Showing posts with label Dad I Really Miss You. Show all posts
Showing posts with label Dad I Really Miss You. Show all posts

Thursday, November 5, 2009

It Was The Worst Phone Call We Ever Got...

Funeral's always bring out the stories for people, about the person that has passed or others that have gone before. Having attended a funeral this past week so close to the day my dad passed away had many people talking about him at the funeral home. One of my cousin's wives talked to me about getting the phone call from my cousin, and not being able to understand what he was saying because he was crying so hard.

At first I thought I don't want to hear this I have my own story, however I do realize that hearing this just reiterates how much my dad meant to so many people which was shown by the number of people that came to his funeral.

Although every year this day seems to be so hard, it helps some to know how much he affected peoples lives. We have missed having you around so much that it still really hurts to think of what you weren't here for Bub and Shyguy's births, E., Turtle's graduation from high school and my own graduation from college. Plus all the little things the birthdays, visits, helping with everything that you could and throwing a really good barbecue. If I could have just one more day, conversation, hug, and laugh, but I know that wouldn't work, because I will always just want one more day, conversation, hug, and laugh.

Sunday, May 17, 2009

Happy Birthday Dad

Today my dad would have been 73 years old. For some reason this year the thought of his birthday has really bothered me, I have teared up several times these past few days and this is all I can attribute it too. It just seems so unfair that he died when he was 66 years old. A year older than my Grandpa Ivan. When my dad turned 66 we had a small party for him, because he was so excited to have made it past 65, due to the fact his dad didn't, and one of his brothers didn't either. Unfortunately he only made it one more year. It's so crazy to think about, usually if I was in Michigan, I would go out to the cemetery and take a Big Gulp, since this was my dad's favorite there was always one in his truck. My mom thinks its embarrassing to see a Big Gulp, on the headstone. However, we have doing this since the day he died, and even my nephews will ask what kind of pop is it, making sure we got the caffeine free diet coke that Grandpa Pat enjoyed. Since I wasn't able to do this today I think the next time I'm in town I'll get him the Double Super Big Gulp.

Monday, March 30, 2009

Sadly It's Been Six Years...

This was originally posted on November 5, 2008.
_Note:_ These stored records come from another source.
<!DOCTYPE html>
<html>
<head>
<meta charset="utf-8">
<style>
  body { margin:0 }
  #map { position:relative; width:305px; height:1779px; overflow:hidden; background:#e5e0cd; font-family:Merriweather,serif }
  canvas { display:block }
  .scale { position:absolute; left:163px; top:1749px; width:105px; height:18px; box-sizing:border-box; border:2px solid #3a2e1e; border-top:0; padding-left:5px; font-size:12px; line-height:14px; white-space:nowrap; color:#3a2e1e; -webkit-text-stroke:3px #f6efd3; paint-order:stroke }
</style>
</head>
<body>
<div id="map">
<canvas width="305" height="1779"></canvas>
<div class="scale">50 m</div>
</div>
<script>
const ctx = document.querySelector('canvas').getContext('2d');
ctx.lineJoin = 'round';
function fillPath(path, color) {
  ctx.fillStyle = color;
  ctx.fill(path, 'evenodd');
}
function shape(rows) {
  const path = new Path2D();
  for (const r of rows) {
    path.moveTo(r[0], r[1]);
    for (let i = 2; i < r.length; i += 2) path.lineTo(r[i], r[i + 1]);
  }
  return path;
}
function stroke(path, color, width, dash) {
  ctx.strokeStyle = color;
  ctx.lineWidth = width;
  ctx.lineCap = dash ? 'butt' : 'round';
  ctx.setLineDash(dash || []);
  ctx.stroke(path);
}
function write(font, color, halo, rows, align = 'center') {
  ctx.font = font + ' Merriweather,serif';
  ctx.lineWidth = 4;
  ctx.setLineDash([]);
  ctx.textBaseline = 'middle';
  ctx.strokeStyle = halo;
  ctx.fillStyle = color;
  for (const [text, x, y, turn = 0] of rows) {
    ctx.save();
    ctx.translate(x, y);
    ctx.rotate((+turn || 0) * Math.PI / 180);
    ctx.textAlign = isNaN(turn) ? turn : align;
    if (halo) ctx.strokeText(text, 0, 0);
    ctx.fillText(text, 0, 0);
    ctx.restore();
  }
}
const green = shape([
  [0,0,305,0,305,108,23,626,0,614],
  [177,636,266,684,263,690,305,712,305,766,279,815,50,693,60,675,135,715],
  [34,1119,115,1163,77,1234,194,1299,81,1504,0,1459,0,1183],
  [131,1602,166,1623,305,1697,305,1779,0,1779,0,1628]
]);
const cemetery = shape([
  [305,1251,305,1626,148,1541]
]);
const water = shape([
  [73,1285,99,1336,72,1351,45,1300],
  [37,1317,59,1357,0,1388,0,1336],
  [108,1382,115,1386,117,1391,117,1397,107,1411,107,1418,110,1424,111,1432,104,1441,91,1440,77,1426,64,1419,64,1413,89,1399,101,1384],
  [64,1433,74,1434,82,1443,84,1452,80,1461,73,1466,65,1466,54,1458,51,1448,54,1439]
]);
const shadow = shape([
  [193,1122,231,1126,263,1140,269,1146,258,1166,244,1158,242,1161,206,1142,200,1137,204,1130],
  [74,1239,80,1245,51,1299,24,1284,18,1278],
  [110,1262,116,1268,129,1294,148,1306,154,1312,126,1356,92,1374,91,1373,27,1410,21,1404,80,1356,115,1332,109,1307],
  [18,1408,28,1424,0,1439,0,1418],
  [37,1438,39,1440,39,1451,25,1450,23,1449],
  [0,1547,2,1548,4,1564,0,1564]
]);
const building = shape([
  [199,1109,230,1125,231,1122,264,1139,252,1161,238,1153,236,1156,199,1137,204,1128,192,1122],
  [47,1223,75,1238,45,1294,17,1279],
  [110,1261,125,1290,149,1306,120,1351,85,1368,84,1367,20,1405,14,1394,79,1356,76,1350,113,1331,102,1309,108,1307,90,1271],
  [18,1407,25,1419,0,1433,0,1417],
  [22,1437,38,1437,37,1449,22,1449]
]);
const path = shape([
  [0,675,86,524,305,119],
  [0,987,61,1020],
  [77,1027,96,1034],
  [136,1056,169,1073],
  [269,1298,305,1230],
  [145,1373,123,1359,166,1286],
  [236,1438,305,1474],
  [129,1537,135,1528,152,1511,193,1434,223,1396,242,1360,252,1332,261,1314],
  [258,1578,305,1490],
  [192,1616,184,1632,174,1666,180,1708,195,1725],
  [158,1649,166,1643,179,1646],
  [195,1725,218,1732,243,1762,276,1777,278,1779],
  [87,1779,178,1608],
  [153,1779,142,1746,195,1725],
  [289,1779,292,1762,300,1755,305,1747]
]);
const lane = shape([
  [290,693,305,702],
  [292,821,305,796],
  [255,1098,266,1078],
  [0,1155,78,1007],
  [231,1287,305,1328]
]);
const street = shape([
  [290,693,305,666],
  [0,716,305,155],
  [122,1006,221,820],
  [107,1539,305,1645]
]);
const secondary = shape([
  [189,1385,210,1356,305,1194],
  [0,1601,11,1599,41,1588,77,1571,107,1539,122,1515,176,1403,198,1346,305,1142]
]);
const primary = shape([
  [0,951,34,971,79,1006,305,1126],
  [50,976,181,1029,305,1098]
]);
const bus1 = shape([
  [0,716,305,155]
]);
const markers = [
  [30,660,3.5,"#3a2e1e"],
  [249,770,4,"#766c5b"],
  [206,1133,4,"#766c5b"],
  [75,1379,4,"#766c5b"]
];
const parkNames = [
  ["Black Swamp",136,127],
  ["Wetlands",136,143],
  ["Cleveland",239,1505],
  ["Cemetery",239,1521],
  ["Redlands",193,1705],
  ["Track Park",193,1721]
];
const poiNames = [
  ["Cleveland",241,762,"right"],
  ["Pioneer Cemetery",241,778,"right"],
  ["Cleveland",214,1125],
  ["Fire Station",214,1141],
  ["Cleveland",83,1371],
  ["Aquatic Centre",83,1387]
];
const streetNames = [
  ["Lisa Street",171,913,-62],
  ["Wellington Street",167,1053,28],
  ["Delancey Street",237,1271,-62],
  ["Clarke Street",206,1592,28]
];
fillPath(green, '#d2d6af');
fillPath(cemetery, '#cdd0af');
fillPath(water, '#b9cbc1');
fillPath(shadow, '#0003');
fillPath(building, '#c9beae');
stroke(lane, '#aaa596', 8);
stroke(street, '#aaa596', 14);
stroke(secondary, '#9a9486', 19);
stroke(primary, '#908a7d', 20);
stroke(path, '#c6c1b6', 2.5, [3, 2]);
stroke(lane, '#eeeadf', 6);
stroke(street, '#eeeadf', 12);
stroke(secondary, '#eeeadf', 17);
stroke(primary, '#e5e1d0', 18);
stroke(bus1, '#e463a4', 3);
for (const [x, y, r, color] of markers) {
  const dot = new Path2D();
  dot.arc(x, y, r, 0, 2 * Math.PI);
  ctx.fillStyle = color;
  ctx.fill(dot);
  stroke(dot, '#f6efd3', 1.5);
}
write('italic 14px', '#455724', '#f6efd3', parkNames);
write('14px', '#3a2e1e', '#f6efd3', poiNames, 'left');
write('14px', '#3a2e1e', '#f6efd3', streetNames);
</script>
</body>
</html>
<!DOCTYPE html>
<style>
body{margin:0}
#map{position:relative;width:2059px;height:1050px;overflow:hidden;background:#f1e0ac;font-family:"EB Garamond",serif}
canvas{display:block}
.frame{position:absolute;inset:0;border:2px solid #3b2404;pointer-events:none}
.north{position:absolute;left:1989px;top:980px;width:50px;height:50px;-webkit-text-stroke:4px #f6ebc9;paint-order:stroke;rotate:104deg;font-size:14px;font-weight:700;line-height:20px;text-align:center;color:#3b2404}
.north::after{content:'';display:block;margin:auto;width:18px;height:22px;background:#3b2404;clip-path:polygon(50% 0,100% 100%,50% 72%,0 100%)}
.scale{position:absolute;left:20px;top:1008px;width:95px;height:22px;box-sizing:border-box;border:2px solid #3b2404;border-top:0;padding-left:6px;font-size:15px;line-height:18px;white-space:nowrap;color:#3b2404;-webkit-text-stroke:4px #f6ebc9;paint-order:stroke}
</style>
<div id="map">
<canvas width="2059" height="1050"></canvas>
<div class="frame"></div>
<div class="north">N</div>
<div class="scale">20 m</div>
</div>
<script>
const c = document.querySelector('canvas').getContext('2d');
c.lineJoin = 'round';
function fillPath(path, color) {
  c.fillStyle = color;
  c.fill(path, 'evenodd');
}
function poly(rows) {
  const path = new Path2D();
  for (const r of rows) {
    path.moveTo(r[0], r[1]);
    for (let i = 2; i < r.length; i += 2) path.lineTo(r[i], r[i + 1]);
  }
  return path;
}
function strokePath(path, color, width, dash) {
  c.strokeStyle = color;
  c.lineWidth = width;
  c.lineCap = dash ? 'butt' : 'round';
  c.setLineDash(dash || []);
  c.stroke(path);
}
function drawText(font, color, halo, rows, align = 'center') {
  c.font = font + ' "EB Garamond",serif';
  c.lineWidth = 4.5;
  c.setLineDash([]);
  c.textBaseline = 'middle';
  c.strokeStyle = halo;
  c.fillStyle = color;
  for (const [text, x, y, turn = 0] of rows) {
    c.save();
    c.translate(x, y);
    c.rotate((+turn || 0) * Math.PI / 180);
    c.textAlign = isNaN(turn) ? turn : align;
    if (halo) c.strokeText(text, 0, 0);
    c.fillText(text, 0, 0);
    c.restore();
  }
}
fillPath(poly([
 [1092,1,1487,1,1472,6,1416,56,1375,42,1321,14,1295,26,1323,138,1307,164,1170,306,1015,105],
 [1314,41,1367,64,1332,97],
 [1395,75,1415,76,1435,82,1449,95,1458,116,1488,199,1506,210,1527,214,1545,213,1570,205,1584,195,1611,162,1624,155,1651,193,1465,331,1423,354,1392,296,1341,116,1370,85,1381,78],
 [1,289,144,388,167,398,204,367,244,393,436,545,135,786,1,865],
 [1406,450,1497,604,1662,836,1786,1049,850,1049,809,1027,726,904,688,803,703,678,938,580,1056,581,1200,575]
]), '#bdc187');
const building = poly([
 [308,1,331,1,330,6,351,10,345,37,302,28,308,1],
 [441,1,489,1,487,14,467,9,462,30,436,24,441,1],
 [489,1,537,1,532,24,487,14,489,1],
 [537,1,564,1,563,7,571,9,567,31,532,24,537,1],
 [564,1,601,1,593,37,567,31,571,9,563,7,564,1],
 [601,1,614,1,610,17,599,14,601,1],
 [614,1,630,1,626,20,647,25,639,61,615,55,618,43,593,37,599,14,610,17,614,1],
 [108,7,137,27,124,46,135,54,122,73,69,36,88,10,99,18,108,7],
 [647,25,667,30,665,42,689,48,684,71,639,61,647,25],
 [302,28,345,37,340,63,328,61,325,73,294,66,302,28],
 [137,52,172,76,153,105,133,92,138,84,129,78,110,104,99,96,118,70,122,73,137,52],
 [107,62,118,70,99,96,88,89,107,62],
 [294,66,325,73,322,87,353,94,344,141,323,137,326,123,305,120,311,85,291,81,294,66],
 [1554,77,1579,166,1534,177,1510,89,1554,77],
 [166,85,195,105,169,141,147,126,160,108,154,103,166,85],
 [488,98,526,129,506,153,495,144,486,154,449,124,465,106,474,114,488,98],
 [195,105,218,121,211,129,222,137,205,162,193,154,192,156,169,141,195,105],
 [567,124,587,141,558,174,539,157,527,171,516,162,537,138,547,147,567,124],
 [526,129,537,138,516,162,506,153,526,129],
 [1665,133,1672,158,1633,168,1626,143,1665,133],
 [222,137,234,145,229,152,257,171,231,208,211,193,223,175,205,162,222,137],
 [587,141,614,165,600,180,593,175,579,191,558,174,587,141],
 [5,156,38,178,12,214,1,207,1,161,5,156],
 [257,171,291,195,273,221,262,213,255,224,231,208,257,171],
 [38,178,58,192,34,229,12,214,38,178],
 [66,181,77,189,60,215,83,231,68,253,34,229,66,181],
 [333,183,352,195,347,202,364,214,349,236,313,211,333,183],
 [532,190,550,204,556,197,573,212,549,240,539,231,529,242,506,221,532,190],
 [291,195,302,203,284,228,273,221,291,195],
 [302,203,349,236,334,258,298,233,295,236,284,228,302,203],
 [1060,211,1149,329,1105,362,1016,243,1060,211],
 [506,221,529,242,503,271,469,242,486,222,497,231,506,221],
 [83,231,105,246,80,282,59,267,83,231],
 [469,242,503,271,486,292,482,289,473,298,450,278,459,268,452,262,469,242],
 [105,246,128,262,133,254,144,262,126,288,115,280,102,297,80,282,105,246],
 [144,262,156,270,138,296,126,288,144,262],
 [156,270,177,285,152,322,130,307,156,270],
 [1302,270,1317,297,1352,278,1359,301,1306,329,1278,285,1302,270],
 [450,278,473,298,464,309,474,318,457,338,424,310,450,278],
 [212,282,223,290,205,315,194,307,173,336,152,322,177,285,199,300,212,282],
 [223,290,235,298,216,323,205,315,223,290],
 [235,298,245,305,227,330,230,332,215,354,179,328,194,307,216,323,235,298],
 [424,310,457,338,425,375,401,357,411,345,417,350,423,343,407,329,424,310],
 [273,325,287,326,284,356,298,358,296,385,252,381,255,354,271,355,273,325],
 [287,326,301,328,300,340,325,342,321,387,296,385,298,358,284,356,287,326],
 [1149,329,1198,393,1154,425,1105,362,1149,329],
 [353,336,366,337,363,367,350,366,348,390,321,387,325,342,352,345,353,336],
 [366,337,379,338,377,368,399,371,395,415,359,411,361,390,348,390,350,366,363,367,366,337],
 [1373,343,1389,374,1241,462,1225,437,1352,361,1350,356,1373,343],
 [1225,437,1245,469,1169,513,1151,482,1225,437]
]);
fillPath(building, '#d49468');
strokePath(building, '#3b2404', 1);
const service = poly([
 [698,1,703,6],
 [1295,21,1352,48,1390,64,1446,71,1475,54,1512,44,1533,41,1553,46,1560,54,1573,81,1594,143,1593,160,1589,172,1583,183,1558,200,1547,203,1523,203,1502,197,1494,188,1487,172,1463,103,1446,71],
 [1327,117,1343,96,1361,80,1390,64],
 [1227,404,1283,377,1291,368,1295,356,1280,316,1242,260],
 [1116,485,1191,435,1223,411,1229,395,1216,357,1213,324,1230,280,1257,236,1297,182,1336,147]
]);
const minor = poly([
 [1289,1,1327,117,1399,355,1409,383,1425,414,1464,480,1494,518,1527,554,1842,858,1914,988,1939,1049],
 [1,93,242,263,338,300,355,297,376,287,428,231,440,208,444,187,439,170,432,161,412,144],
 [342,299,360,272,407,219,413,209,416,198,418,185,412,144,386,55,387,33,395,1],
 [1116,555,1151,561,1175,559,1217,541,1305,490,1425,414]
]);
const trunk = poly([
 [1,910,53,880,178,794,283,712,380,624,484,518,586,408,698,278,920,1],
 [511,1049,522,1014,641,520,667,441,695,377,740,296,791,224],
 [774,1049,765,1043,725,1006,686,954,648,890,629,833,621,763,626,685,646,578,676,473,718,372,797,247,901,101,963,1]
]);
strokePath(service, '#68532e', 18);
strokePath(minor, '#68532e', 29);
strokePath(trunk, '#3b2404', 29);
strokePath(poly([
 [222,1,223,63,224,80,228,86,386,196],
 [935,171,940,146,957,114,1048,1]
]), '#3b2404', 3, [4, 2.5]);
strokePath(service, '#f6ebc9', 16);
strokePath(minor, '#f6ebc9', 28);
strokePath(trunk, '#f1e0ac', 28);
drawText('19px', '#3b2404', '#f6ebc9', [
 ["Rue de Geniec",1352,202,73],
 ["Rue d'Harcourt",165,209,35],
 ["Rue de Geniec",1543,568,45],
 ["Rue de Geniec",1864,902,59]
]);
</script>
It's been six years since I got the phone call that made me stop breathing for a minute. The call that no one ever wants to receive that your mom and dad have been in a car accident, you lose any thought in your mind as you ask if they are OK...hearing "they think mom will be OK, but dad didn't make it." Every coherent thought you have has just left you, as you start crying hysterically. Trying to reach family and friends, but not being able to talk so that they can understand. Wanting to have just one more minute with him, but knowing that it will never, ever happen again.

That one week was one of the longest one's of my life, it started with a baptism on Sunday, and a Funeral on the following Saturday. I remember some parts so vividly and others I can't seem to recall at all. I have never cried so much that I thought I couldn't cry anymore, and then crying that much more.

Things have never been the same or even close to it...Dad there is not to many days that go by that I don't think of you and wish that you were here to help and to laugh with. I still miss you so much.